Miller retraces the life of his Brooklyn neighborhood as he first knew it as a child: his memories of his grandfather's little tailor shop and the smells of the businesses in his community - the Mephistopheles infection of tanner's skin with the irresistible scent of fresh bread and confectionery pastries. He thus becomes the saddened and revolted witness of the metamorphosis of this once so-familiar setting. Miller reveals himself, on the other hand, as a womanizer, sometimes violent with women, always broke but just as lavish, regularly "tapper" (one would say a scratcher nowadays ...), calculating and, above all, odiously cynical (or fiercely honest it depends ...). But he knows how to be tender, with a sad tenderness reminiscent of the forever bygone days of mischievous, naive, and generous youth. Or when it paints a portrait of his father, jovial and bon vivant, of a healthy anticlericalism. Who, diminished and weakened by illness, seized with remorse of conscience, becomes a late devotee, "elder of his congregation," To finally be extinguished in the emptiness left by the departure of his beloved pastor. The author also recounts his beginnings in a writer's career, the enthusiastic discovery of the Dada movement and surrealism from which he was, spiritually, apart across the Atlantic while ignoring. It seems, its existence. He professes his great admiration for Dostoyevsky and Elie Faure (author of monumental art history) and recounts Bergson's revelation by reading Creative Evolution.
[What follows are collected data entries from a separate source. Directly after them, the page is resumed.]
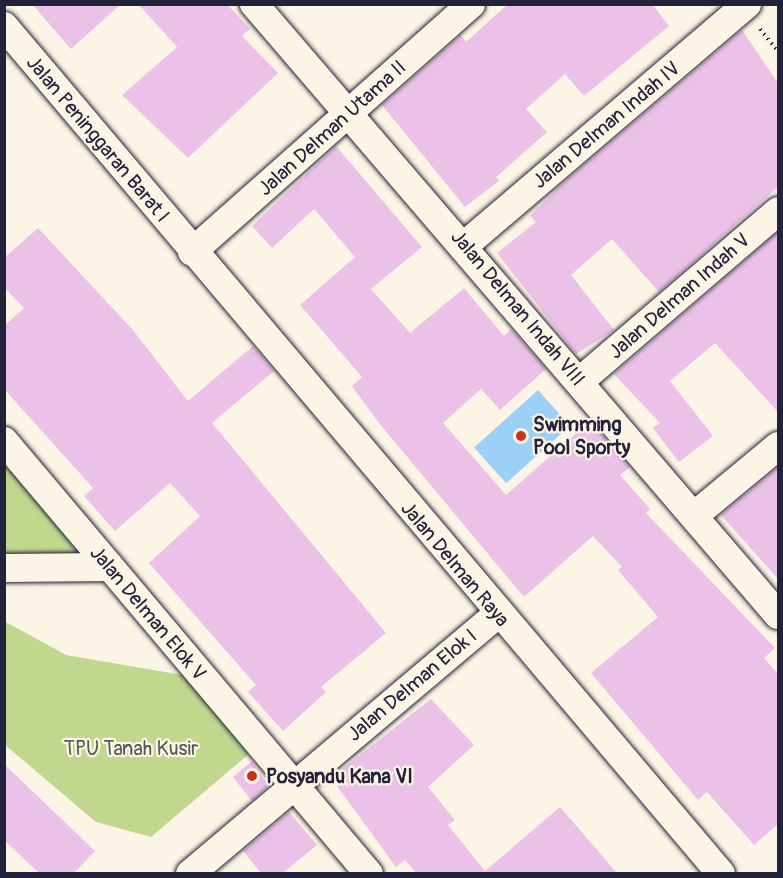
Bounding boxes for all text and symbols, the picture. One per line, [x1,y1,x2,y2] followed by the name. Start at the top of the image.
[21,51,175,227] street label: Jalan Peninggaran Barat I
[253,55,411,201] street label: Jalan Delman Utama II
[528,56,684,194] street label: Jalan Delman Indah IV
[446,225,590,391] street label: Jalan Delman Indah VIII
[604,228,754,364] street label: Jalan Delman Indah V
[533,412,630,459] place label: Swimming Pool Sporty
[514,429,528,443] marker: Swimming Pool Sporty
[396,497,514,631] street label: Jalan Delman Raya
[85,541,211,685] street label: Jalan Delman Elok V
[342,624,482,746] street label: Jalan Delman Elok I
[64,736,198,760] park label: TPU Tanah Kusir
[266,764,413,788] place label: Posyandu Kana VI
[243,767,261,785] marker: Posyandu Kana VI

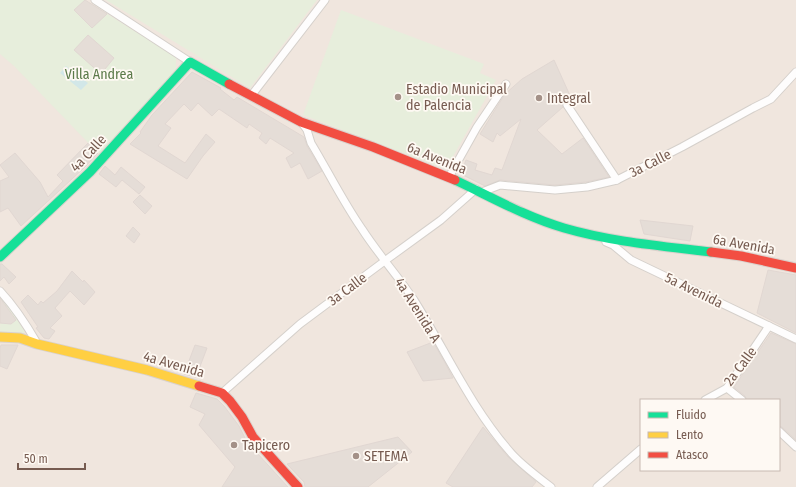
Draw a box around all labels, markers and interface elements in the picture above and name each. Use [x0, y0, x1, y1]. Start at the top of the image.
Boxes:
park label: Villa Andrea [65, 66, 133, 83]
place label: Estadio Municipal de Palencia [406, 81, 507, 114]
place label: Integral [547, 90, 591, 107]
marker: Estadio Municipal de Palencia [393, 92, 403, 102]
marker: Integral [534, 93, 544, 103]
street label: 4a Calle [67, 131, 110, 176]
street label: 6a Avenida [405, 139, 469, 178]
street label: 3a Calle [627, 146, 674, 181]
street label: 6a Avenida [712, 231, 776, 258]
street label: 3a Calle [324, 269, 370, 310]
street label: 5a Avenida [662, 269, 726, 312]
street label: 4a Avenida A [391, 275, 445, 346]
street label: 2a Calle [720, 343, 761, 389]
street label: 4a Avenida [141, 348, 206, 381]
legend [640, 399, 780, 471]
text: Fluido [676, 408, 706, 422]
text: Lento [676, 428, 703, 442]
place label: Tapicero [242, 437, 290, 454]
marker: Tapicero [229, 440, 239, 450]
scale bar [18, 445, 85, 471]
place label: SETEMA [364, 448, 409, 465]
text: Atasco [676, 448, 708, 462]
marker: SETEMA [351, 451, 361, 461]
text: 50 m [24, 452, 48, 466]

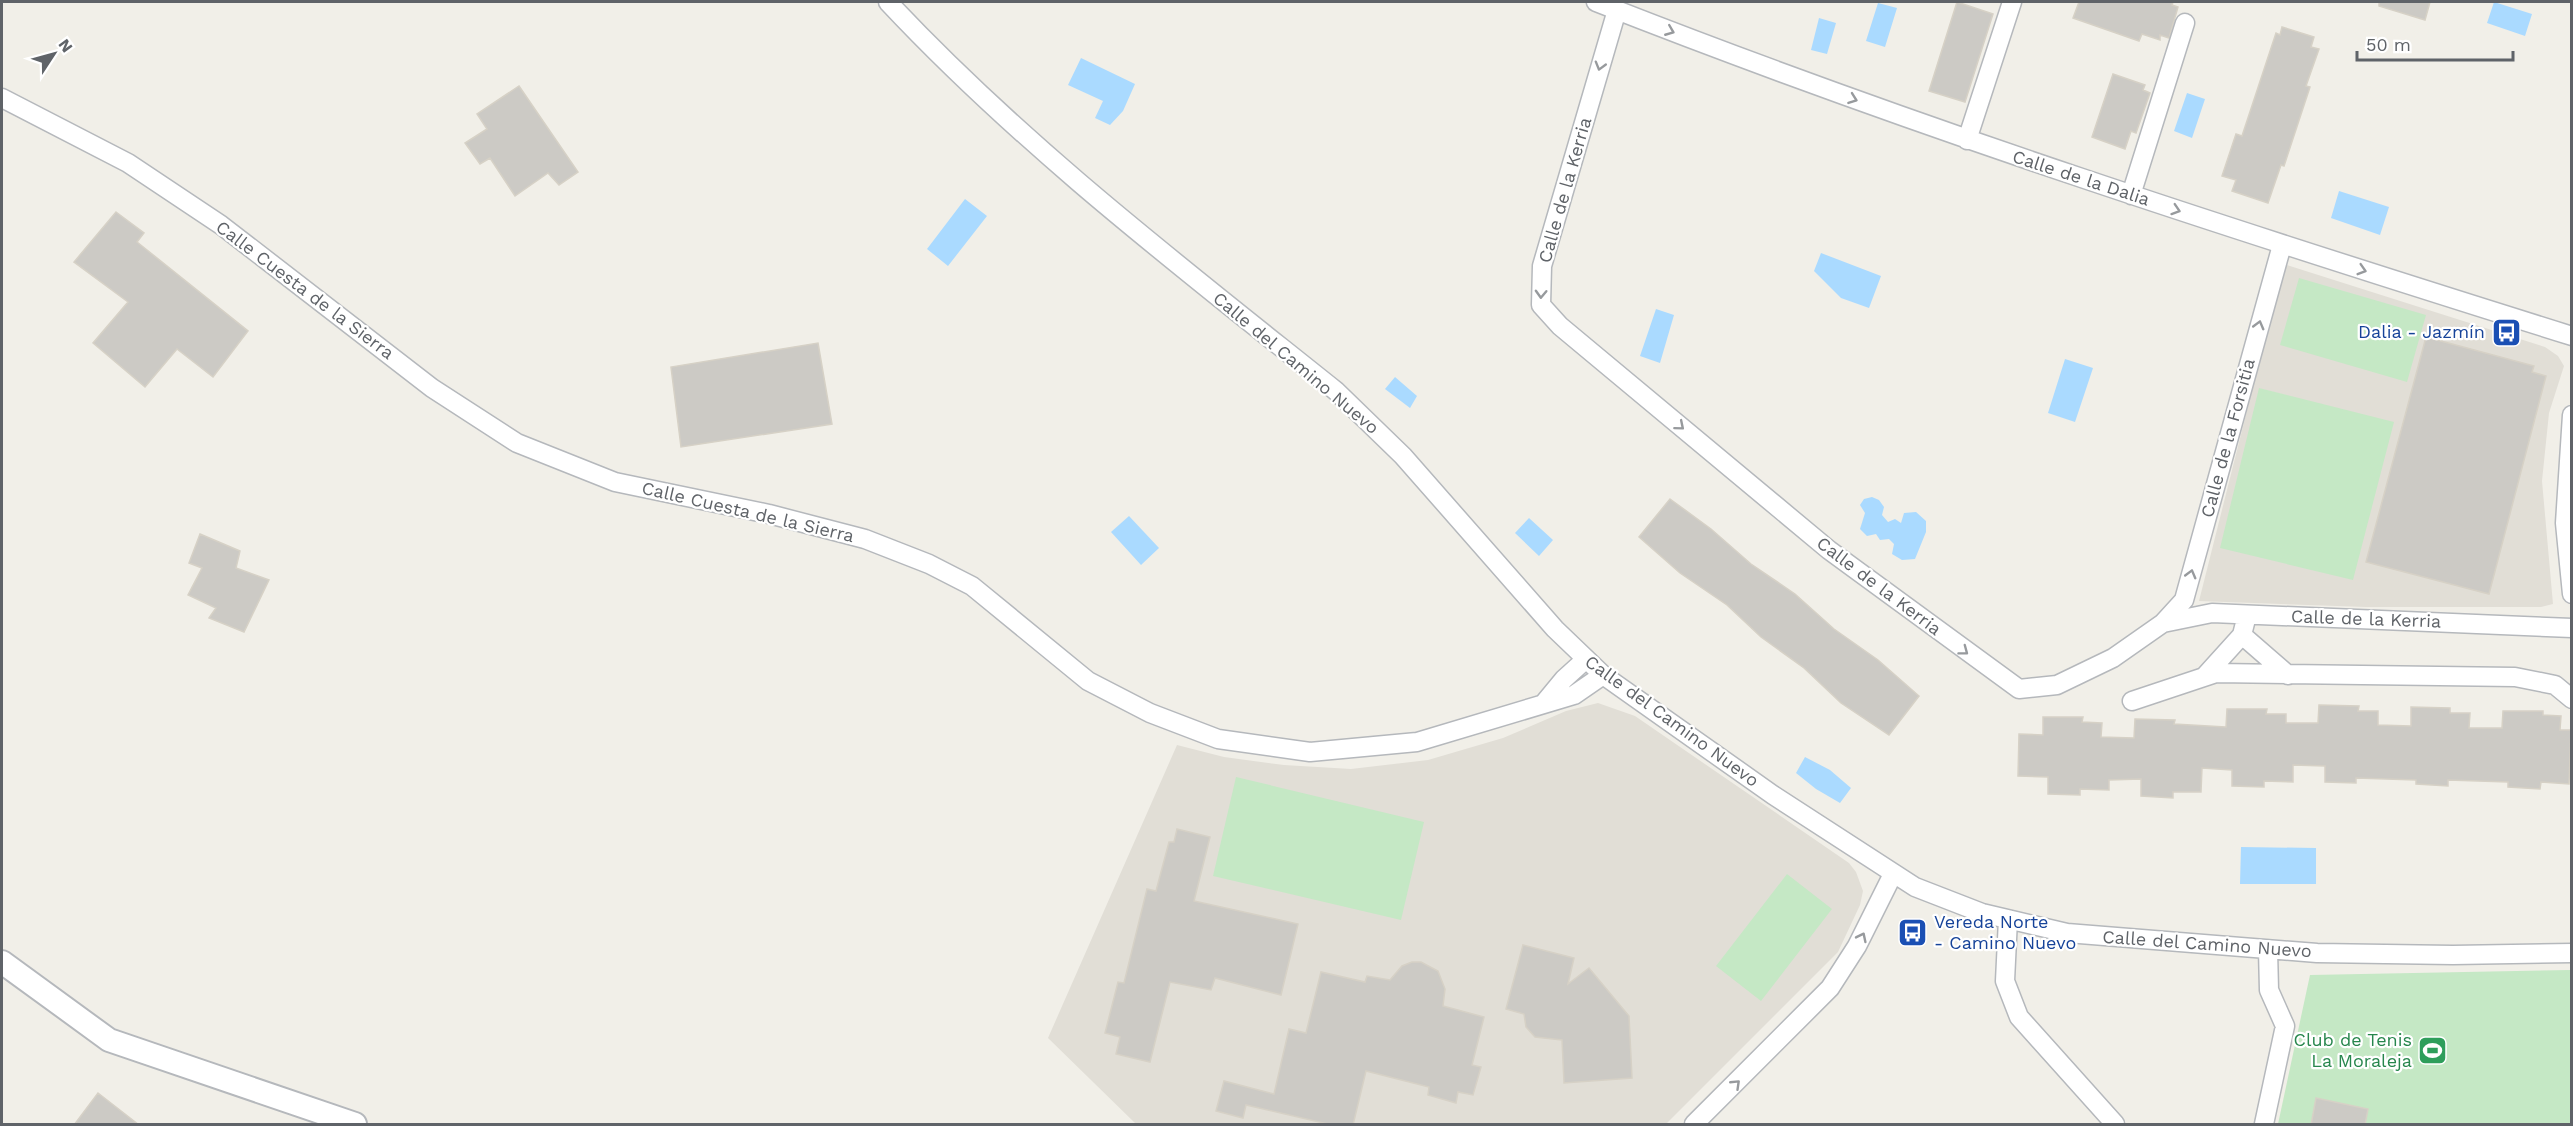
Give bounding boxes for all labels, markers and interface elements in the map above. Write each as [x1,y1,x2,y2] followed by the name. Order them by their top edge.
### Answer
[24,24,84,84] north arrow
[1664,24,1675,36] one-way arrow
[2357,24,2513,62] scale bar
[2366,34,2411,55] text: 50 m
[55,35,77,56] text: N
[1595,60,1607,71] one-way arrow
[1847,91,1858,104] one-way arrow
[1534,115,1595,265] street label: Calle de la Kerria
[2010,145,2152,210] street label: Calle de la Dalia
[2170,203,2181,215] one-way arrow
[212,216,398,363] street label: Calle Cuesta de la Sierra
[2356,263,2367,275] one-way arrow
[1209,287,1383,438] street label: Calle del Camino Nuevo
[1535,290,1547,299] one-way arrow
[2490,316,2522,348] bus stop icon: Dalia - Jazmín
[2252,320,2265,330] one-way arrow
[2358,321,2485,342] place label: Dalia - Jazmín
[2196,356,2259,520] street label: Calle de la Forsitia
[1673,418,1684,429] one-way arrow
[640,477,856,546] street label: Calle Cuesta de la Sierra
[1813,532,1946,639] street label: Calle de la Kerria
[2184,569,2196,580] one-way arrow
[2290,605,2442,632] street label: Calle de la Kerria
[1958,644,1969,655] one-way arrow
[1581,650,1763,791] street label: Calle del Camino Nuevo
[1934,911,2076,953] place label: Vereda Norte - Camino Nuevo
[1897,916,1929,948] bus stop icon: Vereda Norte - Camino Nuevo
[2102,926,2312,961] street label: Calle del Camino Nuevo
[1855,932,1866,943] one-way arrow
[2294,1029,2412,1071] place label: Club de Tenis La Moraleja
[2417,1034,2449,1066] sports icon: Club de Tenis La Moraleja
[1730,1080,1740,1091] one-way arrow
We have spoken of the writer as lively-skinned, and this opus reflects this temperament. Miller belches in well-timed prose all his hatred (his wounded love? His modesty?), All his rage, his anger, destroyed the American dream. He pushes his diatribe against human stupidity, the ugliness of an absurd and frenzied American society, taken by an itch of movement so as not to have to think, cannibal, plagued by violence. His prose is a ferment of madness, an apology for dreams in reaction against a civilization unsurprisingly omnipresent with a harmful obsession for perfection.
It is impossible to ignore the main inconvenience of this work.
Sometimes, the text gets bogged down in delusions of surrealist descriptions, rantings (one of his favorite words), meaningless, and confusing; it becomes boring, almost illegible, and defies the limits of patience and goodwill. Several times, the book nearly fell out of my hands. And then, fiercely for the feminist cause, go your way or suffer the ulcer that will appear when reading the detailed and complacent accounts of the multiple exploits and sexual performances of a sacred hot rabbit.